*THE PROBLEM*.
Your answer is the lines below, exactly, from the one that contains "width:45px; height:45px; display:grid;" through the one that contains "position:absolute; left:15px; bottom:12px;", both included.

*DATASET*.
◇ ◇ ◇ ◇ ◇ ◇ ◇

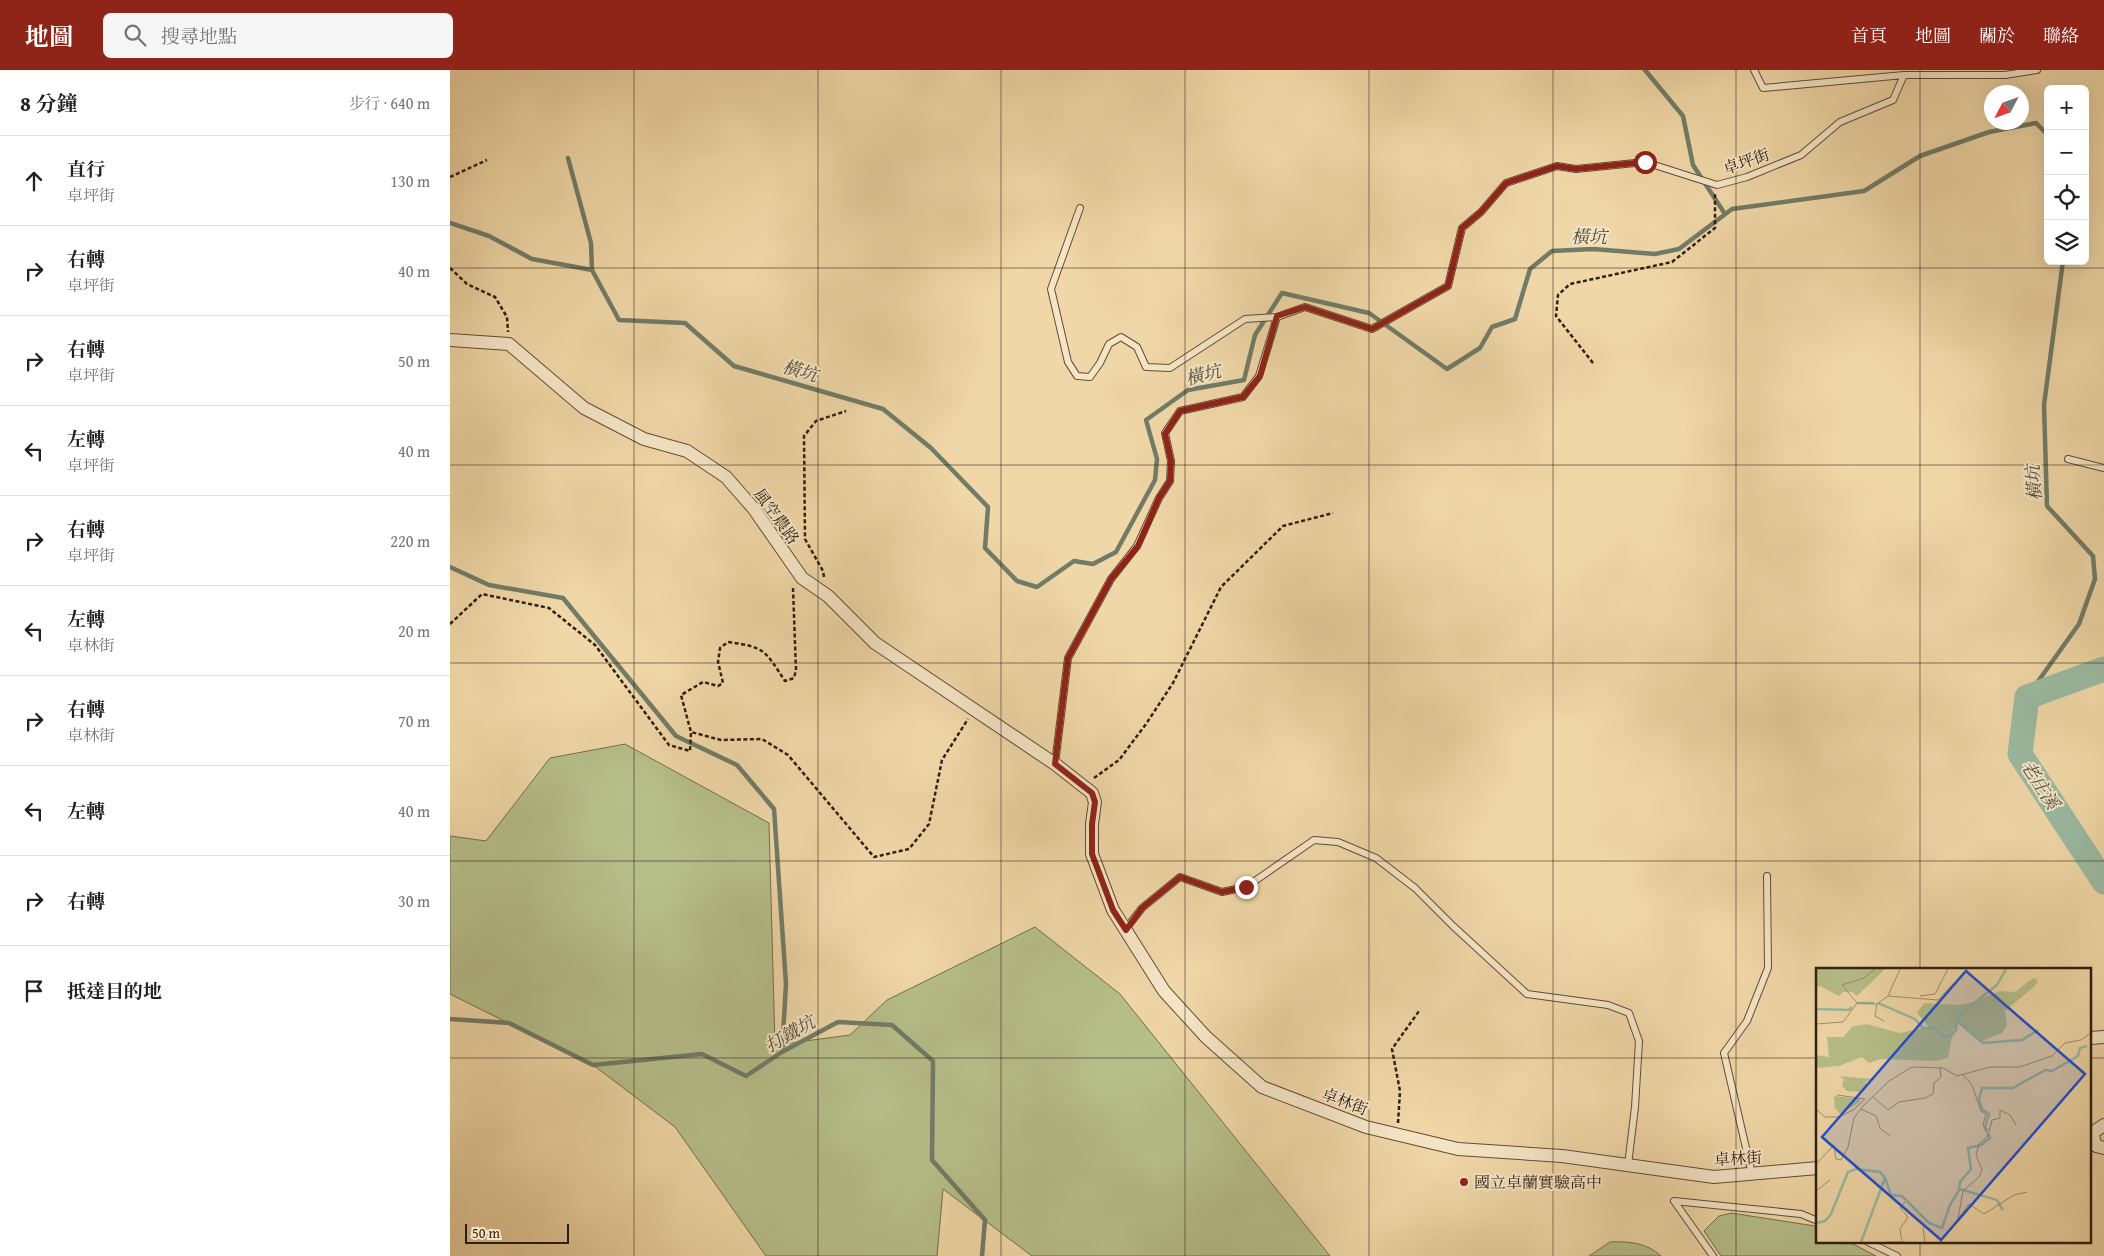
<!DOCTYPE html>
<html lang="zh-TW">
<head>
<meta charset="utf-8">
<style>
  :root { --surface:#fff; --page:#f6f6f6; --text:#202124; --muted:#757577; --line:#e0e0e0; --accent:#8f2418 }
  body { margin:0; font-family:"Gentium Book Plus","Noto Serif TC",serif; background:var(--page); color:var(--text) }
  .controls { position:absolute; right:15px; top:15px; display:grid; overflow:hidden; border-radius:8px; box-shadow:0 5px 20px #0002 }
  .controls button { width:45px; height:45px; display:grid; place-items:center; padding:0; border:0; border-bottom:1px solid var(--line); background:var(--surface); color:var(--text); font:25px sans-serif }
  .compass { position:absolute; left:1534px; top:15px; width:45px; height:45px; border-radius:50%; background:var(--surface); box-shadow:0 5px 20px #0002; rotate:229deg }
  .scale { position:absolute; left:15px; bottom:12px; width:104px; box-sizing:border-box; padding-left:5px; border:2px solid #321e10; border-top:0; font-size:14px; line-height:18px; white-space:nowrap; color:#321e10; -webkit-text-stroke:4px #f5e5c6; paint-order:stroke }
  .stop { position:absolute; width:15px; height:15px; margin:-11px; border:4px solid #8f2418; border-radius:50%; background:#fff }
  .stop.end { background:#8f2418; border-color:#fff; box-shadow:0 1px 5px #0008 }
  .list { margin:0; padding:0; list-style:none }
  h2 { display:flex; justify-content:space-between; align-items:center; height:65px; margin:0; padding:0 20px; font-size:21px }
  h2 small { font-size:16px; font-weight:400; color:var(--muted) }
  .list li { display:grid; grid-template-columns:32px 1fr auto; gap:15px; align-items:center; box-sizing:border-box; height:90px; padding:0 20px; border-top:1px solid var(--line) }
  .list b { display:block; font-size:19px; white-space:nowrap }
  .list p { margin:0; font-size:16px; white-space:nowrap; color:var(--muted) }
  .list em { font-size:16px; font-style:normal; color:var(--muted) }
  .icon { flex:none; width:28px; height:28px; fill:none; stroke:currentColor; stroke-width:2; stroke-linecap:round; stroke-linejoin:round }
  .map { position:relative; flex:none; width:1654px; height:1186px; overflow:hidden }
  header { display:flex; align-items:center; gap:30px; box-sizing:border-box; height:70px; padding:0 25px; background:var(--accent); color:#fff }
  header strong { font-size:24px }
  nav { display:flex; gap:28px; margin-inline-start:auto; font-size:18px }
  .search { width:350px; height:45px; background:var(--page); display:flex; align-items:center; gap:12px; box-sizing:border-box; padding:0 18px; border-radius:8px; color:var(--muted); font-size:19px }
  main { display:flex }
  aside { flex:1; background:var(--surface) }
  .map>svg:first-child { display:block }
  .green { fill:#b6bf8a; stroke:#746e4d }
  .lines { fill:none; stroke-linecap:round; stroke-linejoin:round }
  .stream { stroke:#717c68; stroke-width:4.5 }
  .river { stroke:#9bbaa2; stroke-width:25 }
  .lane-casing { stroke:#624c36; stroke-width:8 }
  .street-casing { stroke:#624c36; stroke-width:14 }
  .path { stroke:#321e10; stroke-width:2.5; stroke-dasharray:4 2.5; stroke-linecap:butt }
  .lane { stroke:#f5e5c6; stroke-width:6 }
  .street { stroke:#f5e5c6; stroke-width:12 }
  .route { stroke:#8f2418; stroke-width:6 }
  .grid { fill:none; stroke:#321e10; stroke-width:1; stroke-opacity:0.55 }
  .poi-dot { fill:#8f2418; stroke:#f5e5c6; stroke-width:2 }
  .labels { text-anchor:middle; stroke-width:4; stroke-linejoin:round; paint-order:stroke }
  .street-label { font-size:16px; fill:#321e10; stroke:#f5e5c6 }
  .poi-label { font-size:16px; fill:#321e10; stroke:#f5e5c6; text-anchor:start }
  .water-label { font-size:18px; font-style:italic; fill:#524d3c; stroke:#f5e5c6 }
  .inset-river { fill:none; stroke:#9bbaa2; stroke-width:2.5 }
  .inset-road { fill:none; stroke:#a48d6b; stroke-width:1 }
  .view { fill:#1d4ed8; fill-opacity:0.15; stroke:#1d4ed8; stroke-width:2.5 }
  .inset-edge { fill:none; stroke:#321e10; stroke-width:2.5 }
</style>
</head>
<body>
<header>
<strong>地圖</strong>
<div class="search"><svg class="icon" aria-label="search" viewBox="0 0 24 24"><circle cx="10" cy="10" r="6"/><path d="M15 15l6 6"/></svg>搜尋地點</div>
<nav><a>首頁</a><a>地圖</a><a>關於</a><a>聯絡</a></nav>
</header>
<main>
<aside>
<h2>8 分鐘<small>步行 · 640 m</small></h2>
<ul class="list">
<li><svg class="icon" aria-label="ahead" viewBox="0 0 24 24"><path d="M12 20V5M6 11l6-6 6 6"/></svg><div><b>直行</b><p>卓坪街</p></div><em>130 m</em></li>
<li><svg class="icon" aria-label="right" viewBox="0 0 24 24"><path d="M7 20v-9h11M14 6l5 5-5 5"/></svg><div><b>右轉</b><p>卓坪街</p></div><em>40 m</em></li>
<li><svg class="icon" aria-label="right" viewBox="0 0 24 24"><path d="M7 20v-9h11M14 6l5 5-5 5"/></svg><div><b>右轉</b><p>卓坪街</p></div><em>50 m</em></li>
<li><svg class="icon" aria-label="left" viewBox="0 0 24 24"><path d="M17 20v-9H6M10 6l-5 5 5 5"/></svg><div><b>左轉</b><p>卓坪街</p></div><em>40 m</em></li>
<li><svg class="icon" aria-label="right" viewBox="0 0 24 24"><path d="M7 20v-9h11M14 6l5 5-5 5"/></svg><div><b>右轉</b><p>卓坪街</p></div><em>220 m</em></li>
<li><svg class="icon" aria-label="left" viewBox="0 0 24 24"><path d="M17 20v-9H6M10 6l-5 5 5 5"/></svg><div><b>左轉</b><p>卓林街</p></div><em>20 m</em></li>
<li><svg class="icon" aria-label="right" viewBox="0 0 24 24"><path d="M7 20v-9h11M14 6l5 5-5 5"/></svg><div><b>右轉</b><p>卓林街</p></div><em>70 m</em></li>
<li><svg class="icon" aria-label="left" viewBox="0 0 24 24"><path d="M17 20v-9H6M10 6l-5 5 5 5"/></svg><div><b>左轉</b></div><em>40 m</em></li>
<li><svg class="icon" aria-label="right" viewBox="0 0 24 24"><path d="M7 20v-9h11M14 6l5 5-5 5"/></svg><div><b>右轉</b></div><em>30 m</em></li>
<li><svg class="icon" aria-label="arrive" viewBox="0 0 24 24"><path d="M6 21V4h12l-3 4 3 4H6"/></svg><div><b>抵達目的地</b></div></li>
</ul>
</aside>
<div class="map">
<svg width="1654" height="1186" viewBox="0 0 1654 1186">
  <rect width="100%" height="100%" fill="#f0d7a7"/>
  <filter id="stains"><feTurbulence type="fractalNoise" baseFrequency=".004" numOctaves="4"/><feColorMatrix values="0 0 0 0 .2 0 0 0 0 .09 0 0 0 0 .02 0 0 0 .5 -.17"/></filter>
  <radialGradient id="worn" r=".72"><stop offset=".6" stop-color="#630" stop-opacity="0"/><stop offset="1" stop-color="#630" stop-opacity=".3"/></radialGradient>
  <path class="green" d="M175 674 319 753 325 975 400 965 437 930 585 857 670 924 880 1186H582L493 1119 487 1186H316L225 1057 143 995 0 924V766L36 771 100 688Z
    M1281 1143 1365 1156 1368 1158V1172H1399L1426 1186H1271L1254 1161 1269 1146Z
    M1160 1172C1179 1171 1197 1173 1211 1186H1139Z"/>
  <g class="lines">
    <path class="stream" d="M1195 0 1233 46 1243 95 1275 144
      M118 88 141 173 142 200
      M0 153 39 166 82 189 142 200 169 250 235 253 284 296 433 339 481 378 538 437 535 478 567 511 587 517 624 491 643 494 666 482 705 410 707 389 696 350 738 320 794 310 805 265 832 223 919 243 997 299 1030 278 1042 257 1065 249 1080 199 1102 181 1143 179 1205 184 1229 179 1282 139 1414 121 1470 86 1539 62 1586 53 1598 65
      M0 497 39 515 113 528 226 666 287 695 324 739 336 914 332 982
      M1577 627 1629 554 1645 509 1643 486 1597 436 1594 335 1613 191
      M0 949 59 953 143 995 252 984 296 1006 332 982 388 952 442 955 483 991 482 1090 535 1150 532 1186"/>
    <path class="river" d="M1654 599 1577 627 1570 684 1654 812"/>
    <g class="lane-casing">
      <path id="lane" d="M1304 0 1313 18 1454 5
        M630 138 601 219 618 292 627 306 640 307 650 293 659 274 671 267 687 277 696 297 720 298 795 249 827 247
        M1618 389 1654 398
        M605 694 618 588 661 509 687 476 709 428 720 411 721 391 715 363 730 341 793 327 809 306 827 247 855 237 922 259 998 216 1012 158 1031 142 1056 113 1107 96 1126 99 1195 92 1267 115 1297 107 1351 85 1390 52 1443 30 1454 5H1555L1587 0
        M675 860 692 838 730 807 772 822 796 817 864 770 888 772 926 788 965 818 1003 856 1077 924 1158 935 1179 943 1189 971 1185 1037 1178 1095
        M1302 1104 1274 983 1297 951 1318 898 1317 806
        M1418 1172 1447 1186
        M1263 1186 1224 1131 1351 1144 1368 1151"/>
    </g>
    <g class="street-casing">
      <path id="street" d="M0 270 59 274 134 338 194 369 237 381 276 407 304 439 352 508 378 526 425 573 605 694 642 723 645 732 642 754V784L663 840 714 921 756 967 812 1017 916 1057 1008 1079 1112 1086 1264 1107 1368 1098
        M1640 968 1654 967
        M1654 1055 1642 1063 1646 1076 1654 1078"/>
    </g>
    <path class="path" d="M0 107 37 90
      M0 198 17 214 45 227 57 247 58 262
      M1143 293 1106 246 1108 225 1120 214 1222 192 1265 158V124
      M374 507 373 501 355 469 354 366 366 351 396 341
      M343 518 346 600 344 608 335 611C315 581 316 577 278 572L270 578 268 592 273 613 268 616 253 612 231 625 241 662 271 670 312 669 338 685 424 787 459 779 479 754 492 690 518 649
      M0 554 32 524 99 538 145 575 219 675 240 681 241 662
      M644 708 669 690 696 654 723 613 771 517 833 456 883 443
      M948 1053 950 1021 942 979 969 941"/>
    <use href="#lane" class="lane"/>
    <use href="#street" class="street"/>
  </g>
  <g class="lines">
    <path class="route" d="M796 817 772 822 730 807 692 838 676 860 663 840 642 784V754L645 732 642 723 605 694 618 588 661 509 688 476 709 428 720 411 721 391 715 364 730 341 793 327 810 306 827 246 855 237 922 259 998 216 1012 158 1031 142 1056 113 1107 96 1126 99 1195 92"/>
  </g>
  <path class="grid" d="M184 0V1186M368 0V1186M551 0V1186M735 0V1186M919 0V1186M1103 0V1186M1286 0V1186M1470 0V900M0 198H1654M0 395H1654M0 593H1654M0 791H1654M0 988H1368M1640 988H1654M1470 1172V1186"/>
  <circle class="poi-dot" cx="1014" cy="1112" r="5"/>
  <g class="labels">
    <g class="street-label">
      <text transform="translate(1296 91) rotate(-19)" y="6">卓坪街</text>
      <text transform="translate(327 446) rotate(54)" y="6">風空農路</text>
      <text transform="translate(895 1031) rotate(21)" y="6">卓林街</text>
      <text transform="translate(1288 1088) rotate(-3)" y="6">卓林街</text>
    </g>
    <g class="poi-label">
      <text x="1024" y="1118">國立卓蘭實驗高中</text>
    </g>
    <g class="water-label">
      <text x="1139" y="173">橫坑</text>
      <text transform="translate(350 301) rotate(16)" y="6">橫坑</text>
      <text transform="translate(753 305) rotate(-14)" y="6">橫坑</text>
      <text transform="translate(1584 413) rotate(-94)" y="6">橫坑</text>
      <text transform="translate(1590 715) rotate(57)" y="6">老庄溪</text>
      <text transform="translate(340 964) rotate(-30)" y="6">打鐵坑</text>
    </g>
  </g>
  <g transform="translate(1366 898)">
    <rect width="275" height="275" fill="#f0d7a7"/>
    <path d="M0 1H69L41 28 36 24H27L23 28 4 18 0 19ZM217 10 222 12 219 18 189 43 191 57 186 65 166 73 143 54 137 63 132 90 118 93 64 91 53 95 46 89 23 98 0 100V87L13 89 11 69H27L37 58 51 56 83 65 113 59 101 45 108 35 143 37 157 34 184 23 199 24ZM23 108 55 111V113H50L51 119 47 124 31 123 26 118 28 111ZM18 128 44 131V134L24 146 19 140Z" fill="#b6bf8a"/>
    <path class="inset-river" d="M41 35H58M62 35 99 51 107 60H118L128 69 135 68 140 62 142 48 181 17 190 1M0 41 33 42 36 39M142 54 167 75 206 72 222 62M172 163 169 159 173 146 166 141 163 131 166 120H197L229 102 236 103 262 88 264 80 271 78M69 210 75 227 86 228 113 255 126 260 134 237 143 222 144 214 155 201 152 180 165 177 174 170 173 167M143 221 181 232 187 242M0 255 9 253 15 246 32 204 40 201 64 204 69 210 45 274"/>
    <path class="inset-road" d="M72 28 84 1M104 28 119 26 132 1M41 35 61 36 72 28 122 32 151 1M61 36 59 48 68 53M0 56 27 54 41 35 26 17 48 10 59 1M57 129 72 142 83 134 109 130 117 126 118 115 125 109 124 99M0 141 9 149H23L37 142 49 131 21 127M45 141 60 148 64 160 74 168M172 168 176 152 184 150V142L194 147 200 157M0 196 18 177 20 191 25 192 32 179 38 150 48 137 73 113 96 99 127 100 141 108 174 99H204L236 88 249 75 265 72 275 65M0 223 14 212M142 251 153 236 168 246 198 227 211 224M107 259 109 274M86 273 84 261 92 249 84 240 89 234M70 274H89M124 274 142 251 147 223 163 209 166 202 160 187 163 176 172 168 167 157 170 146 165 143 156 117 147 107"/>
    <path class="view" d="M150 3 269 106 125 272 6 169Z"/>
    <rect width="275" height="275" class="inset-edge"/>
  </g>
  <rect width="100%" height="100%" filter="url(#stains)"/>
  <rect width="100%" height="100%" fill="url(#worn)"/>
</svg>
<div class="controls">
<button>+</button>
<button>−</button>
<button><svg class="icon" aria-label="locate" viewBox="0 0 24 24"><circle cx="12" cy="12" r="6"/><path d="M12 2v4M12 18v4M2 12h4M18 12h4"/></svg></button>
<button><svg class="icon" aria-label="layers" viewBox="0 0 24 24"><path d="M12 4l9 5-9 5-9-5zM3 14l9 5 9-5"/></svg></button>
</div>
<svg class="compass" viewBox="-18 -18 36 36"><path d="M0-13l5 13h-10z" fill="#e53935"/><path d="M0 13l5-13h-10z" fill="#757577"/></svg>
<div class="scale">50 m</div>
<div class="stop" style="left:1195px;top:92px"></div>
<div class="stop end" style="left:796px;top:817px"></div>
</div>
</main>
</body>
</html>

◇ ◇ ◇ ◇ ◇ ◇ ◇

*OUTPUT FOR THIS EXERCISE*.
  .controls button { width:45px; height:45px; display:grid; place-items:center; padding:0; border:0; border-bottom:1px solid var(--line); background:var(--surface); color:var(--text); font:25px sans-serif }
  .compass { position:absolute; left:1534px; top:15px; width:45px; height:45px; border-radius:50%; background:var(--surface); box-shadow:0 5px 20px #0002; rotate:229deg }
  .scale { position:absolute; left:15px; bottom:12px; width:104px; box-sizing:border-box; padding-left:5px; border:2px solid #321e10; border-top:0; font-size:14px; line-height:18px; white-space:nowrap; color:#321e10; -webkit-text-stroke:4px #f5e5c6; paint-order:stroke }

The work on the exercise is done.